*To do:*
As you look over the data below, please find each line where the word "list" appears, then copy it.

*Data provided:*
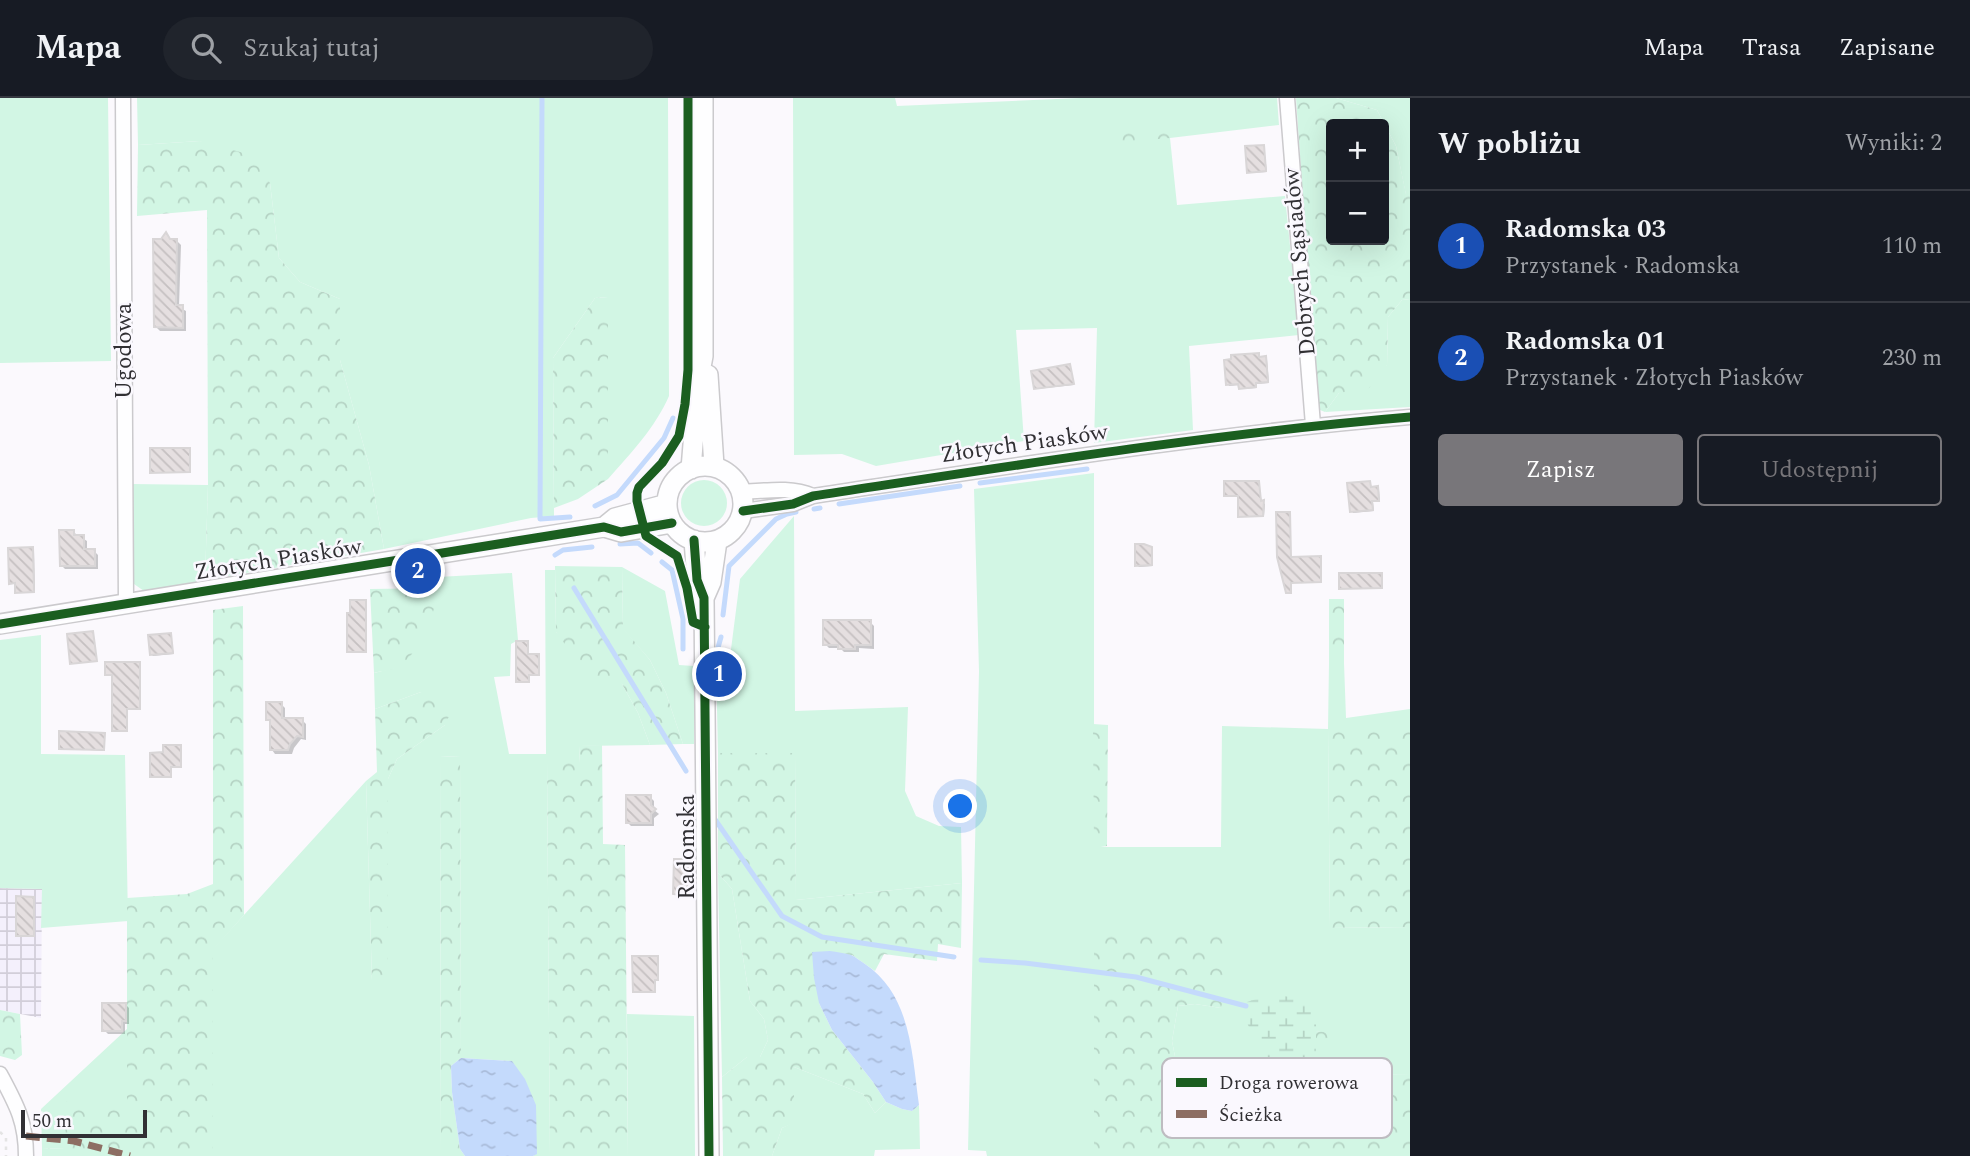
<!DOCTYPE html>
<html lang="pl">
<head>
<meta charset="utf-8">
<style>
	:root { --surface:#171b24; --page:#20242c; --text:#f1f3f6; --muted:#9ea1a6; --line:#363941; --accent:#78767a }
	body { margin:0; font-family:Spectral,serif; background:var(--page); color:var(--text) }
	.controls { position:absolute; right:21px; top:21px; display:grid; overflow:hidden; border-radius:7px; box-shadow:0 7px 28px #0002 }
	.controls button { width:63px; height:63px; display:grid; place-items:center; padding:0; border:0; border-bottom:2px solid var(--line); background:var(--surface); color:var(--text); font:35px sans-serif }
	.scale { position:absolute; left:21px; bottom:18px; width:126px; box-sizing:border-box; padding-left:7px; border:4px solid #313034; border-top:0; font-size:19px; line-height:24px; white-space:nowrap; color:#313034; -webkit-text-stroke:5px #faf8fe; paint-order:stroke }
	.you { position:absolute; left:961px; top:709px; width:24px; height:24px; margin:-18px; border:5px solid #fff; border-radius:50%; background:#1a73e8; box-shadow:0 0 0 10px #1a73e833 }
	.badge { display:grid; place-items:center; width:46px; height:46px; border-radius:50%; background:var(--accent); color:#fff; font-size:23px; font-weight:700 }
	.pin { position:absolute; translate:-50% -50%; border:4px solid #fff; box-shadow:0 2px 7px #0006 }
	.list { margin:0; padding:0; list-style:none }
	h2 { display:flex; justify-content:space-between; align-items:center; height:91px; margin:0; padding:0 28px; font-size:30px }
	h2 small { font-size:23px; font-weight:400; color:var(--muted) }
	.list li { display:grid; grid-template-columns:46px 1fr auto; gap:21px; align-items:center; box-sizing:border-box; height:112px; padding:0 28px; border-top:2px solid var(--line) }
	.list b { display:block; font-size:26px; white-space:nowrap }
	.list p { margin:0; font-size:23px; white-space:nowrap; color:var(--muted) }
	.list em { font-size:23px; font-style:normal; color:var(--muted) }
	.actions { display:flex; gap:14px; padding:21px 28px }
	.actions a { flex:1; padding:16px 0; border:2px solid var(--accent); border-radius:7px; text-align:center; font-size:24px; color:var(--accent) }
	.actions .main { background:var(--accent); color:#fff }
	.icon { flex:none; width:38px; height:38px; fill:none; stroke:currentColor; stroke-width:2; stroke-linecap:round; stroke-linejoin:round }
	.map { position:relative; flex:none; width:1410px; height:1058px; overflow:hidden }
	header { display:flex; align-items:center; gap:42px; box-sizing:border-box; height:98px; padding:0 35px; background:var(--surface); border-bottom:2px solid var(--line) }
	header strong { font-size:33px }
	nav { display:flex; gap:38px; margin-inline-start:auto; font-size:24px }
	.search { width:490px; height:63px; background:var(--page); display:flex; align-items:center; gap:18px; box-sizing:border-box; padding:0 24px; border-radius:38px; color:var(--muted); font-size:26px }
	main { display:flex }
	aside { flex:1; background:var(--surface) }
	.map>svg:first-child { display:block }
	.industrial { fill:url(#industrial-grid) }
	.grass { fill:#d2f6e4 }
	.forest { fill:url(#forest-crowns); fill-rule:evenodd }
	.wetland { fill:url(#wetland-marsh) }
	.water { fill:url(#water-ripples) }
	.shadow { fill:#0003 }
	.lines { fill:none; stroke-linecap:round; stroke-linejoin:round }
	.stream { stroke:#c4dafc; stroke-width:5 }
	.building { fill:url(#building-back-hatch); stroke:#d9d6d7; stroke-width:2 }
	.street-casing { stroke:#cbcacd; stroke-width:17 }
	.secondary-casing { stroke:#cbcacd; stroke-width:22 }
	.path { stroke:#e4e4e4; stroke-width:2.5; stroke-dasharray:3.5 5; stroke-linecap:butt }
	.street { stroke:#fefeff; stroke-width:14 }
	.secondary { stroke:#fefeff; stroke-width:19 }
	.quiet { stroke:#8d6e63; stroke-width:7; stroke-dasharray:14 7; stroke-linecap:butt }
	.cycleway-casing { stroke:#faf8fe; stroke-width:13 }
	.cycleway { stroke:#1b5e20; stroke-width:9 }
	.labels { text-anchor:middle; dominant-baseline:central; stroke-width:5; stroke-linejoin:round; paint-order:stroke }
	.street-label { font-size:23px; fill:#313034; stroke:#faf8fe }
	.key { fill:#faf8fe; stroke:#bebcc1; stroke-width:2 }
	.key-label { font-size:19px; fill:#313034 }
</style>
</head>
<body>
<header>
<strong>Mapa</strong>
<div class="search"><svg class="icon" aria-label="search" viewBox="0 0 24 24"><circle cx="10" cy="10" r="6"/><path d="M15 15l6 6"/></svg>Szukaj tutaj</div>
<nav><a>Mapa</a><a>Trasa</a><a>Zapisane</a></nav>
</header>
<main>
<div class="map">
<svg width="1410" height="1058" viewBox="0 0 1410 1058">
	<defs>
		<pattern id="industrial-grid" width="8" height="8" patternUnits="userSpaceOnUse" patternTransform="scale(1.75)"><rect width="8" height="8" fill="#f4f0fc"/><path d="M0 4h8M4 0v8" fill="none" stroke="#d2ced9"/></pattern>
		<pattern id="forest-crowns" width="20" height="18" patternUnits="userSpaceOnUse" patternTransform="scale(1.75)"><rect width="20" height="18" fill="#d2f6e4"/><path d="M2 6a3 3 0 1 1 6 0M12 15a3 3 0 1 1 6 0" fill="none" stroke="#b5d3c4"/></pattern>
		<pattern id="wetland-marsh" width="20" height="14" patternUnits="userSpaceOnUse" patternTransform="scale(1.75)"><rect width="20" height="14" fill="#d2f6e4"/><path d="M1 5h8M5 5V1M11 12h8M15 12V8" fill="none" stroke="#b5d3c4"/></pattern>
		<pattern id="water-ripples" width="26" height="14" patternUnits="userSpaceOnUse" patternTransform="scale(1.75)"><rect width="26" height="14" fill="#c4dafc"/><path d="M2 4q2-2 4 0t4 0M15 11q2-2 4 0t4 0" fill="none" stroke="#a9bbd9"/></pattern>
		<pattern id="building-back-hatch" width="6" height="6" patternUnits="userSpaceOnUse" patternTransform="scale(1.75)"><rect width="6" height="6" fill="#e5dfe0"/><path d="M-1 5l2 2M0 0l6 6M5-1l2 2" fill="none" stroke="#c5c0c1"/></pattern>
	</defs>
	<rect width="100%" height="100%" fill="#fbf9fd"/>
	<path class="industrial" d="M0,790l42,1 -1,129 -41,-8z"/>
	<path class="grass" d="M0,0h108l3,263 -111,2z
		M137,0h531l1,298c-14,32 -38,57 -61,83v-182l-13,1 -42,60 1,158 -23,2 -147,31 -15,-84 -29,-105v-61l-40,-17 -21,-24 -9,-75 -70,-42 -62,4z
		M793,0h102l2,8 183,-8h197l2,27 -109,13 7,67 108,-9 14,139 -110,11 4,84 -99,13 3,-115 -81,2 8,111 -148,25 -34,-12 -48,1z
		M1336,0h74v97h-4l-10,-49 -19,-36z
		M1410,201v108l-85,5 14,-19 48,-28 1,-48 14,-17z
		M1094,375v374h127l1,-121 106,3 1,-66h15l2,55 64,-9v20h-82l2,199 80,-1v147l-80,1 1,-41 -15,-3v-14l-41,63 14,8 -19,5 -77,-10 -16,-16 -5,-26 6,-35 17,-2 26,4 4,-80h-131v228h-107l-1,-5 -18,-1 11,-479 -5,-182z
		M681 405a23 23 0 1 1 46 0a23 23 0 1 1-46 0Z
		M132,386l76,1 -3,95 -61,11 -10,-7z
		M794,418l1,195 113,-4 -3,84 11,25 23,10 22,1 1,56 -166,17 -1,-147h-77l-2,-87 13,-1 11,-86z
		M622,469l43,24 14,74 15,1v78h-11l-17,-51 -16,-33 -27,-31z
		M545,472h10l1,62 66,52 16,29 12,32 -70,1 -1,17h-32l3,393h-17l4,-3 -25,-92 -51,-3 -1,-302 -20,1 1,399h-228v-207l153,-168 6,200h15l1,-202 9,-20 48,-34 -24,-33 -46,17 -1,-36 20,-5 45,-80 -1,-11 74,-4 6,67 -7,4 -1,32 -16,1 15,77h37z
		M41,537v119l84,1 3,166 -87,7 1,-39 -42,-1v-248z
		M718,775l14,16 18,112 14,18 4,21 -8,17h-13l-25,20z
		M627,916l67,2 1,140h-67z
		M128,930l-1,76 -62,45 -23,-1 -1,-39z
		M794,969l69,27 12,19 11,-11 16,7 10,2 7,-6 1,44 -45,1 -1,6h-102l10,-28 12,-6z"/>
	<path class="forest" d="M1296,0h40l41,12 19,36 10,48 4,1v104l-8,1 -14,17 -1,48 -18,23 -30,5 -14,19 -5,-2 -3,-5zM1331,26h53v116h-53z
		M1170,28v12l-69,6 1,-12z
		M200,43l51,14 19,28 9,75 21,24 40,17v61l29,105 15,84 -179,31 3,-95 -1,-275 -70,6 1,-71z
		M608,199v182l-30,20 -24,9 -1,-150 42,-60z
		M555,468l67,1 1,61 27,32 16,33 17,51 -33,1 -12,-32 -16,-29 -30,-3 -36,-49z
		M439,490c-6,28 -16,65 -44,80 -6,3 -15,3 -21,5l-4,-84z
		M1329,501h15v64h-15z
		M243,508l1,309 -31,35v206h-171v-8l23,1 1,-48 61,3v-206l60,-4 26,-10v-274z
		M421,594l21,4 8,18 -5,11 -48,34 -9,20v203l-16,-1 -6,-200 11,-9 -2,-63z
		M1093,626l15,1 -1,121 -13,2z
		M1328,631h82v198l-80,1z
		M602,647l1,99 22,1 3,311h-78l-3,-394 32,1 1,-17z
		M718,655h77l1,147 166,-17 -1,65 -23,-4 -1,17 -53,-7 -9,17 -23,-16 -33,48 13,27 41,52 13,20 -11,11 -12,-19 -69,-27v56l-12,5 -10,28h-49l-1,-79 25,-20h13l8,-17 -4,-21 -14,-18 -18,-112 -14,-16z
		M460,658l1,302 -10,8 1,26 8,57 5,7h-24l-1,-399z
		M1094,830h131l3,50 -7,30 -26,-4 -17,2 -6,35 5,26 17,16 76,10 19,-5 15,1 12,-11v-47l15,2v42l79,-1v82h-316z
		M0,912l20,4 2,41 -7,5 -15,-4z"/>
	<path class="wetland" d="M1271,896l31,5 14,18v61l-3,6 -9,5 -15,-1 -14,-8 -19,-37 -11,-25 2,-16z"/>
	<path class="water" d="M830,853c7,1 15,2 21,4 5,2 9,6 14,9 46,31 47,90 54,141l-7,6 -10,-2 -16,-7 -13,-20 -41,-52 -13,-27 -5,-25 -2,-26z
		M461,960l51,3 13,18 11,26 1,49 -4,2h-68l-5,-7 -8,-57 -1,-26z"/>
	<path class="shadow" d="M1264,48l3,26 -17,1 -1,-1z
		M162,143h15l4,4 -2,62 7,4v20h-26l-4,-4z
		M1258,257l2,3 7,1 2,24 -12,1v4l-15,1 -2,-4 -11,1 -1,-2z
		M1070,268l4,19 -37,4 -2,-1z
		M189,352l1,1v22h-37l-1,-1z
		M1258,384l4,20 3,2 -1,13h-23l-1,-20 -14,-1z
		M1370,385l1,6h8l1,13h-7l1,9 -21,2 -1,-2z
		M1290,416l1,1v44l29,-1 2,24 -31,1v11h-2l-2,-2z
		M73,434l14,9v10h7l4,4v14h-33l-4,-4z
		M32,451l2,1 1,43h-17l-1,-10h-6z
		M1151,451l1,2 1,15 -14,1 -2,-2z
		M1381,477l2,14h-41l-1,-1z
		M365,504l2,1v50h-17l-1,-2z
		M870,524l4,4v23l-15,-1v4h-15l-4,-4h-11l-4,-4z
		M170,537l4,19 -21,2 -2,-2z
		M527,544l2,14 11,1v19h-11l1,7h-11l-1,-2z
		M139,566l1,2 1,43 -13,1v22h-13l-2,-2 1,-54 -7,-2z
		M281,606l4,4v12h17l4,4v16l-5,-1 -7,9 -2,6h-17l-3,-4v-27l-5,-4z
		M104,636l1,17 -45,-3z
		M180,649l2,21h-10v10h-19l-2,-2 13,-22z
		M650,699l4,4v9l5,4 -5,4v8h-23l-4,-4z
		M688,763l1,1 -2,35 -12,-4z
		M657,860l2,22h-3v13h-20l-1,-2z
		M125,906l4,4v16h-4v10h-17l-4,-4z"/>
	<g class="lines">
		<path class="stream" d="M542,0l-2,421 30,-2
			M980,385l107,-14
			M839,406l121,-18
			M595,408l22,-11 47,-57 9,-20
			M814,411l6,-1
			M620,446l18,-1 13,10
			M555,457l8,-5 29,-3
			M662,464l10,8 11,49v30
			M574,490l112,183
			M723,517l6,-49 47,-47 11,-5 9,-2
			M717,553l4,-14
			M714,720l68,98 40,21 132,20
			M981,862l44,3 111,14 110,29"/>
	</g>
	<path class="building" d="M1264,47l2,26 -19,2 -2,-27z
		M166,134l4,7h7l-1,66h7v23l-29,-1 -1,-88h8z
		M1259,255v4l7,-1 2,26 -12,1v4l-17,2 -1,-5 -12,1 -2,-25 7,-1v-4z
		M1070,266l4,20 -40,5 -3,-18z
		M150,350h40v24l-40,1z
		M1224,383h35l2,20 3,-1 -1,16 -25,1v-21h-14z
		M1370,383l1,6 7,-1 1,15h-7l1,9 -23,2 -3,-29z
		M1276,414h14l1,45 30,-1v26l-30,1v10h-5l-9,-36z
		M59,432h15v5h10v14h11v17h-35z
		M1135,446h9l8,3v18l-17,1z
		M33,449l1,45 -19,1v-10l-6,1 -1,-36z
		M1339,475h43v15l-43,1z
		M350,502h16v52h-19v-39h3z
		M823,522h48v25h-16v4h-17v-4h-15z
		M93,533l4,30 -27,3 -3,-30z
		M171,535l2,20 -23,2 -2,-20z
		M516,543h12v13h11v21h-10v7h-13z
		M105,564h35v47h-13v22h-15v-56h-7z
		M266,604h16v16h21v19l-6,-1 -7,8 -2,6h-18v-30h-4z
		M59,633l46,2 -1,17 -45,-1z
		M163,647h18v22h-10v10h-21v-24l13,-1z
		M626,697h25v10l5,4 -5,5v9h-25z
		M674,761h14l-1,37 -14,-2z
		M16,798l18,1v39h-18z
		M632,858h26v24h-3v12h-22z
		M102,905h24v18h-4v10h-20z"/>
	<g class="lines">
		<defs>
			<path id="street" d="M123,0l3,505
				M1287,0l26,327
				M742,394c23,-1 48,-6 71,4
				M743,413l50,-7 20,-8c198,-30 397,-62 597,-79
				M0,976c16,30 26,47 26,82"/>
			<path id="secondary" d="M708,277l6,91
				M667 406a38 38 0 1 1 76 0a38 38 0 1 1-76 0Z
				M691,371l7,-86 5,-27v-258
				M604,429l11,-9 52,-14
				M694,442l3,40 7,18 5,558
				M704,500l7,-16 6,-41
				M0,526l604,-97 17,5 51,-9"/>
		</defs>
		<use href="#street" class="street-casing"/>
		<use href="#secondary" class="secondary-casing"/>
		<path class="path" d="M0,1034l6,6v18"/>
		<use href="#street" class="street"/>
		<use href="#secondary" class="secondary"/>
		<path class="quiet" d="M26,1038l48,5 56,15"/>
		<defs>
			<path id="cycleway" d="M688,0v272l-3,34 -6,32 -17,27 -23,24 -2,6v8l9,35 31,20 10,32 6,34 12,5
				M743,413l50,-7 20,-8c198,-30 397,-62 597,-79
				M694,442l3,40 7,18 5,558
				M0,526l604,-97 17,5 51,-9"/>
		</defs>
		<use href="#cycleway" class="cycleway-casing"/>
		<use href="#cycleway" class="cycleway"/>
	</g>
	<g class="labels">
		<g class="street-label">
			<text transform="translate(1300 164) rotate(-95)">Dobrych Sąsiadów</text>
			<text transform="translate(124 253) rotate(-90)">Ugodowa</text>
			<text transform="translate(1024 346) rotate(-8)">Złotych Piasków</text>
			<text transform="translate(278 462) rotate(-9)">Złotych Piasków</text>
			<text transform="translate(687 749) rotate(-90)">Radomska</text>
		</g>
	</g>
	<rect x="1162" y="960" width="230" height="80" rx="10" class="key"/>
	<rect x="1176" y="980" width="31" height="9" fill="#1b5e20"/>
	<rect x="1176" y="1012" width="31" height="8" fill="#8d6e63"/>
	<g class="key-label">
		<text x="1219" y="991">Droga rowerowa</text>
		<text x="1219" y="1023">Ścieżka</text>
	</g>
</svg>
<div class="controls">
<button>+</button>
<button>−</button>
</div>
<div class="scale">50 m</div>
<div class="you"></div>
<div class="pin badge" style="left:719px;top:576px;background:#1a4fb4">1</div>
<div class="pin badge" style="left:418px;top:473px;background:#1a4fb4">2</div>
</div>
<aside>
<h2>W pobliżu<small>Wyniki: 2</small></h2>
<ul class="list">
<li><span class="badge" style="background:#1a4fb4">1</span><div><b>Radomska 03</b><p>Przystanek · Radomska</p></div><em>110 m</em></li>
<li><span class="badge" style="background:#1a4fb4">2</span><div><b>Radomska 01</b><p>Przystanek · Złotych Piasków</p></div><em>230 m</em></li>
</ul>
<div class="actions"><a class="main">Zapisz</a><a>Udostępnij</a></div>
</aside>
</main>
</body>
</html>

*Solution to the problem:*
	.list { margin:0; padding:0; list-style:none }
	.list li { display:grid; grid-template-columns:46px 1fr auto; gap:21px; align-items:center; box-sizing:border-box; height:112px; padding:0 28px; border-top:2px solid var(--line) }
	.list b { display:block; font-size:26px; white-space:nowrap }
	.list p { margin:0; font-size:23px; white-space:nowrap; color:var(--muted) }
	.list em { font-size:23px; font-style:normal; color:var(--muted) }
<ul class="list">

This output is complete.